As if they’ve been playing too much Tekken at the Retro-bution tent, two bands in succession take us back to the early 90s.  Glitched give us politics, anger and syndrums in a way that should make Forty Four Hours hang their heads in shame if they’re still backstage at the Barn, and DMAs relive that brief moment before Oasis became a tedious brand, when they were still an intriguing mixture of influences culled from diverse sources like the Roses, shoegaze, The Who and Flowered Up.  Except, in place of The Beatles DMAs seem to have venerated Simple Minds and The Housemartins.  That’s odd and not always successful, but they make a good case for themselves, and everyone in the tent seems to know the words, so fair enough.  Plus, the acoustic guitarist looks as though he’s got everyone else’s coats on, perhaps he lost a bet.

Saturday, 2 July 2016

Kidd A

This is the review from this week's Nightshift.  There's also a Peerless Pirates interview, but here it is if you don't have time to go and read the magazine.



That Nightshift Interview In Full

Nightshift: What annoys you, Peerless Pirates?
Peerless Pirates: Everybody claiming we’re pirates.
Nightshift: Well, you call yourself pirates.  And you're dressed as pirates.  And all your songs are about pirates.  Except for that one that was actually written by pirates.  In fact, the one single non-pirate thing about you is the fact that you sound just like The Smiths.
Peerless Pirates: Ah, now that brings us onto our second point.,,
 (Cont on p94)




PEERLESS PIRATES – Peerless Pirates (Pirate Music)
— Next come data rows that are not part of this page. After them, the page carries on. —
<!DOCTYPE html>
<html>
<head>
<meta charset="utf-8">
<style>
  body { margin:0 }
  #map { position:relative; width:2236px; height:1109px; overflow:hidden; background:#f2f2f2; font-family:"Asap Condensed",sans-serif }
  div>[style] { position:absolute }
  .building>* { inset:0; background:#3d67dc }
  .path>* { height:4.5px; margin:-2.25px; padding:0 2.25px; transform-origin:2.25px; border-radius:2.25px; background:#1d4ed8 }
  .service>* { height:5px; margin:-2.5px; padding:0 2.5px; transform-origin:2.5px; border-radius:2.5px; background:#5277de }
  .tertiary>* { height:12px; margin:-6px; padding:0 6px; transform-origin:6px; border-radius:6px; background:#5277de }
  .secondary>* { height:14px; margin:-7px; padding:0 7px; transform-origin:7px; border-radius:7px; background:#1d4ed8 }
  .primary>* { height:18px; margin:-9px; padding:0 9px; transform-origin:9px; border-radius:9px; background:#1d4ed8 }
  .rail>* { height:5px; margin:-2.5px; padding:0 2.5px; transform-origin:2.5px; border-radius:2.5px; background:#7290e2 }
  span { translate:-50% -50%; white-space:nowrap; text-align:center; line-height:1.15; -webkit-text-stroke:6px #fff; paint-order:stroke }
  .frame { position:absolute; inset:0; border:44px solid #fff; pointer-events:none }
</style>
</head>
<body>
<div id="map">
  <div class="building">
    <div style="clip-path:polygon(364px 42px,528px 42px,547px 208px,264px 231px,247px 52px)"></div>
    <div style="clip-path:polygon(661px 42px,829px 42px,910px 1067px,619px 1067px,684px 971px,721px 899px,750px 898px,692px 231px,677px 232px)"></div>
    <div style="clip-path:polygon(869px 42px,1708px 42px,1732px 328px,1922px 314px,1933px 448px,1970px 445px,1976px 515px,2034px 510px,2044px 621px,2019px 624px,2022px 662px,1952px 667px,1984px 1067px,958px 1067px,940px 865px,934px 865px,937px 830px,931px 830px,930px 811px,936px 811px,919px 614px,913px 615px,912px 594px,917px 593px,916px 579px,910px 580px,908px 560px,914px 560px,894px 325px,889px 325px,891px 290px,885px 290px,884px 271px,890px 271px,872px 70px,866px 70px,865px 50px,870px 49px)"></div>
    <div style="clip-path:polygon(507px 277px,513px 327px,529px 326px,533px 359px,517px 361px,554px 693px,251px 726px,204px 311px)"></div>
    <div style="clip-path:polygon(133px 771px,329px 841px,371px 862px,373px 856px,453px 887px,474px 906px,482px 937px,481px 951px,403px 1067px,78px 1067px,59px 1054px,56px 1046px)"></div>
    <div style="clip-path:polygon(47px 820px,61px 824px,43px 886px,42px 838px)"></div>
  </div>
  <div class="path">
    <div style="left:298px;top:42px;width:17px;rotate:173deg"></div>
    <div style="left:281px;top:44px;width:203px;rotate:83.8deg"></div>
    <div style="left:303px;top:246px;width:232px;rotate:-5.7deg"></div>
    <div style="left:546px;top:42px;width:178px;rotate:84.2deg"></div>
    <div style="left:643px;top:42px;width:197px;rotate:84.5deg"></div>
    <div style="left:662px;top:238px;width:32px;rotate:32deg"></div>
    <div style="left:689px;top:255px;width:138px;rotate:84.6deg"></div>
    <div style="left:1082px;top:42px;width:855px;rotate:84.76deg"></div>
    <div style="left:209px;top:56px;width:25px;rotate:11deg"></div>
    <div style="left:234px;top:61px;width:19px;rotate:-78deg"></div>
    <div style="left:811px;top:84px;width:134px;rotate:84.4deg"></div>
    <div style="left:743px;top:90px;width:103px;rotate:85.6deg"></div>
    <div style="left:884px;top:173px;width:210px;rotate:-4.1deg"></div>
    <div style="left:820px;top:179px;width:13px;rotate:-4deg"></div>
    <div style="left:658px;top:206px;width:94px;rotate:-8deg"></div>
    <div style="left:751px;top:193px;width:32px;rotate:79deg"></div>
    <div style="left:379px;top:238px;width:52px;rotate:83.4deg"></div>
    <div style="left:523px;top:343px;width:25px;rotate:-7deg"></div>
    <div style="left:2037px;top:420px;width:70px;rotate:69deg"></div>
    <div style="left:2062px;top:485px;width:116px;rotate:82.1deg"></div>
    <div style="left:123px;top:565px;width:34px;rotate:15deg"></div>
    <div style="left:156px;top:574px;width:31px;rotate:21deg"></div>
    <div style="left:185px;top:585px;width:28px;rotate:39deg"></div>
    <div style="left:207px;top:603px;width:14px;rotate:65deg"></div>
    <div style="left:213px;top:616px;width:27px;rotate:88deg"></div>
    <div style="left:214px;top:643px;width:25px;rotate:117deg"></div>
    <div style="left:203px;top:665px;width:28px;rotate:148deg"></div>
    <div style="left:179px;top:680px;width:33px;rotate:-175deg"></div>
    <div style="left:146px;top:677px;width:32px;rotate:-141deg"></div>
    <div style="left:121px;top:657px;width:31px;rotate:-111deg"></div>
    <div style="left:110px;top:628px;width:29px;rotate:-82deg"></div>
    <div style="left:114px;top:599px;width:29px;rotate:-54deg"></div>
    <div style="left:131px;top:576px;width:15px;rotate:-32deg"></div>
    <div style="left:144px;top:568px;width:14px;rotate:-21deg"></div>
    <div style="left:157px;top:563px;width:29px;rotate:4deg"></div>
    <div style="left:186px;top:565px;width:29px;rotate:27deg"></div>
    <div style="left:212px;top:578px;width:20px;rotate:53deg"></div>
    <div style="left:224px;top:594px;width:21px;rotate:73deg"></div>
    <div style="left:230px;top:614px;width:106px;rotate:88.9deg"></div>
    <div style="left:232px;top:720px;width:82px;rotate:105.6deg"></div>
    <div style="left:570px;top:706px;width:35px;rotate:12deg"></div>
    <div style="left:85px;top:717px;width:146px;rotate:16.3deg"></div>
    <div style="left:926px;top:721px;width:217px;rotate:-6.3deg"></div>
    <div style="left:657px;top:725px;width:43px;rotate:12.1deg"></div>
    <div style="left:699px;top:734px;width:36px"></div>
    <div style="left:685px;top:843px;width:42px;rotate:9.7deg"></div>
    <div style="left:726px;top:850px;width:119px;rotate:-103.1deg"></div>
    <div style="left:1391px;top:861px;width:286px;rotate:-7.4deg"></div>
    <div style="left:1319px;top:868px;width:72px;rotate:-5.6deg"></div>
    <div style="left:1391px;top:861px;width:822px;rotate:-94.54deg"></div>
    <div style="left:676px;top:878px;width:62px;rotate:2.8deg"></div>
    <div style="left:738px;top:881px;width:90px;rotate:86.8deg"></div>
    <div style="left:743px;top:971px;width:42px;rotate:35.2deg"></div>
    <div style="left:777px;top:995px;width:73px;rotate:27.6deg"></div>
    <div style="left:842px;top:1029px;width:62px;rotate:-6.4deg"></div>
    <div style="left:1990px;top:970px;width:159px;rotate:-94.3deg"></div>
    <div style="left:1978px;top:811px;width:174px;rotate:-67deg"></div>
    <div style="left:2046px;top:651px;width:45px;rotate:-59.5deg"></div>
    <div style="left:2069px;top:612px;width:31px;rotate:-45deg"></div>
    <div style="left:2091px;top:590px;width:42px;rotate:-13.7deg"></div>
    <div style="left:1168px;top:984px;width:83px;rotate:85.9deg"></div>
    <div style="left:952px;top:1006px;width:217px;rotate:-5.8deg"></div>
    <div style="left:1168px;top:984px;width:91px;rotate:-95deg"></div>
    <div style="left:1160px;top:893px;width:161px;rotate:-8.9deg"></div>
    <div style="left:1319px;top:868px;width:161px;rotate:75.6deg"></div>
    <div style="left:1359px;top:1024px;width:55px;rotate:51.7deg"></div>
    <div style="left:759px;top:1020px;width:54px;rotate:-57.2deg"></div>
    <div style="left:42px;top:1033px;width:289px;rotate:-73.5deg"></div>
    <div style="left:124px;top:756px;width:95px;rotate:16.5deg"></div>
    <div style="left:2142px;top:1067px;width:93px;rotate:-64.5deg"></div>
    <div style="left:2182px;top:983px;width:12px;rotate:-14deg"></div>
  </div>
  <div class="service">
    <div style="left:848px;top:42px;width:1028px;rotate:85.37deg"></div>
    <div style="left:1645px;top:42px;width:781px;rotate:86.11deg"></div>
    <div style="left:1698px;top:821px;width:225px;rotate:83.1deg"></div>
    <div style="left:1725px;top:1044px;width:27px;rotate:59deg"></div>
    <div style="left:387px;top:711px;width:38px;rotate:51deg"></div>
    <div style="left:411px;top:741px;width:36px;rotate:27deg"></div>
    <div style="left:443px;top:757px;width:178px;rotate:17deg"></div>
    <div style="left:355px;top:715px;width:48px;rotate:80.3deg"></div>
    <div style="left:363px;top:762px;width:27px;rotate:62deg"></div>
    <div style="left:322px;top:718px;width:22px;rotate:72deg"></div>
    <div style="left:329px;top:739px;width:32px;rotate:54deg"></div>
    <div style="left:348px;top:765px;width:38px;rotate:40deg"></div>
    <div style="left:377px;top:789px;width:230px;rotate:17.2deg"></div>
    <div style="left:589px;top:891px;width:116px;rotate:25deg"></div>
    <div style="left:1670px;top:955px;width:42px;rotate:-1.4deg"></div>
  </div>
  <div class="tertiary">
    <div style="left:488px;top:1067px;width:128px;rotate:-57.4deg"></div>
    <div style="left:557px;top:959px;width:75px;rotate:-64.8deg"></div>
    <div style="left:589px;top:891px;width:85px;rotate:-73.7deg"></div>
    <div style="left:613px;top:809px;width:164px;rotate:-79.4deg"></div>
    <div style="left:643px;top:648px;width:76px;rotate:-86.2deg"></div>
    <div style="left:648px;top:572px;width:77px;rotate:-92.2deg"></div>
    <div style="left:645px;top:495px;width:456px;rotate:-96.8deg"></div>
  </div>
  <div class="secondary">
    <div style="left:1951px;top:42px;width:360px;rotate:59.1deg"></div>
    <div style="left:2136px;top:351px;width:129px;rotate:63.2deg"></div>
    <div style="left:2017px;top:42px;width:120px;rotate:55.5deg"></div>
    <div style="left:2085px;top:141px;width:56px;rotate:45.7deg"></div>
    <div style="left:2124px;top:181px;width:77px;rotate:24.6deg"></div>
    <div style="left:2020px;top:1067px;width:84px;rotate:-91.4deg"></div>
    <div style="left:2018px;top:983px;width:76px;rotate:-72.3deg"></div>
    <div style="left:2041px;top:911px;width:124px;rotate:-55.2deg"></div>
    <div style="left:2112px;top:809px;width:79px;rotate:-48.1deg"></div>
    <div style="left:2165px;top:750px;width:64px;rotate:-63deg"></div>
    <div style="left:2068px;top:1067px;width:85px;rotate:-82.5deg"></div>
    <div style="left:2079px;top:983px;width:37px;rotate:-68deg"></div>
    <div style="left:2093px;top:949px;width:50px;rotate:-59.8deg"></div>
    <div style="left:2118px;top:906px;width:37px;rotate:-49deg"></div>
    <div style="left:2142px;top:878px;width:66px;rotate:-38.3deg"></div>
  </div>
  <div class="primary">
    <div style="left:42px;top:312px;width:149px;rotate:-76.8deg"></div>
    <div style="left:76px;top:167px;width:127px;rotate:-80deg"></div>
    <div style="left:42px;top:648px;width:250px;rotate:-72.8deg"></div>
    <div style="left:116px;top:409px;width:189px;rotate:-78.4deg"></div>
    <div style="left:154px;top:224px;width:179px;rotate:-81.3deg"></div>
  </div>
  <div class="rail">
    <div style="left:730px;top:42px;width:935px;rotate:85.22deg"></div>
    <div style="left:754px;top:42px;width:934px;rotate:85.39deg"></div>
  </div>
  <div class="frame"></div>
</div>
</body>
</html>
Peerless Pirates are doubtless one of the county’s foremost good time bands, and many a staid local scenester has been seen throwing some unattractive shapes to their high-octane indie shanty bounce, sacrificing dignity in the cause of buccaneering bacchanalia.  Listing to this album, though, brings out the subtler side of their work.  Just a scan of the titles throws up some words that you wouldn’t find in the mouths of your average party combo: gallantry, palaver, gauntlet, moratorium.  This excellent record is stuffed with light, eloquent fop pop that puts these pirates closer to Guybrush Threepwood than Bluebeard.  Much has been made of the band’s Smiths influence, but aside from a bit of Morrissey phrasing, such as the “Hand In Glove” shaped outro to “The Greatest Explorer On Earth”, Salford’s passive-aggressive princeling is best reflected in the fact that this record seems improbably arch and theatrical whilst it still exhibits an everyman earthiness which tugs at the hindbrain.

A lot of care has been taken to ensure the songs do not run together into a generic chug, and there are some nicely varied textures and rhythms, especially from Kyle Mundy’s guitar, which throws out Duane Eddy tremolo and Dick Dale depth charges on “Your Grace”, Runrig stadium clarions on “High Seas Love Affair” and – yep – Johnny Marr shimmers on “The Ghost of Captain Kidd”.  Fans may miss the chipotle tang of recent single “El Gringo” from the tracklist, but the searing live favourite “Bring Out Your Dead” is there to sweeten the absence, before the record ends with a proper traditional shanty knees up.  What shall we do with the sober sailor?  Play him this album, and he’ll be hanging from the tavern light fittings, swigging back the rotgut and making good-natured romantic lunges at potboys and bar wenches alike before track 4 is out.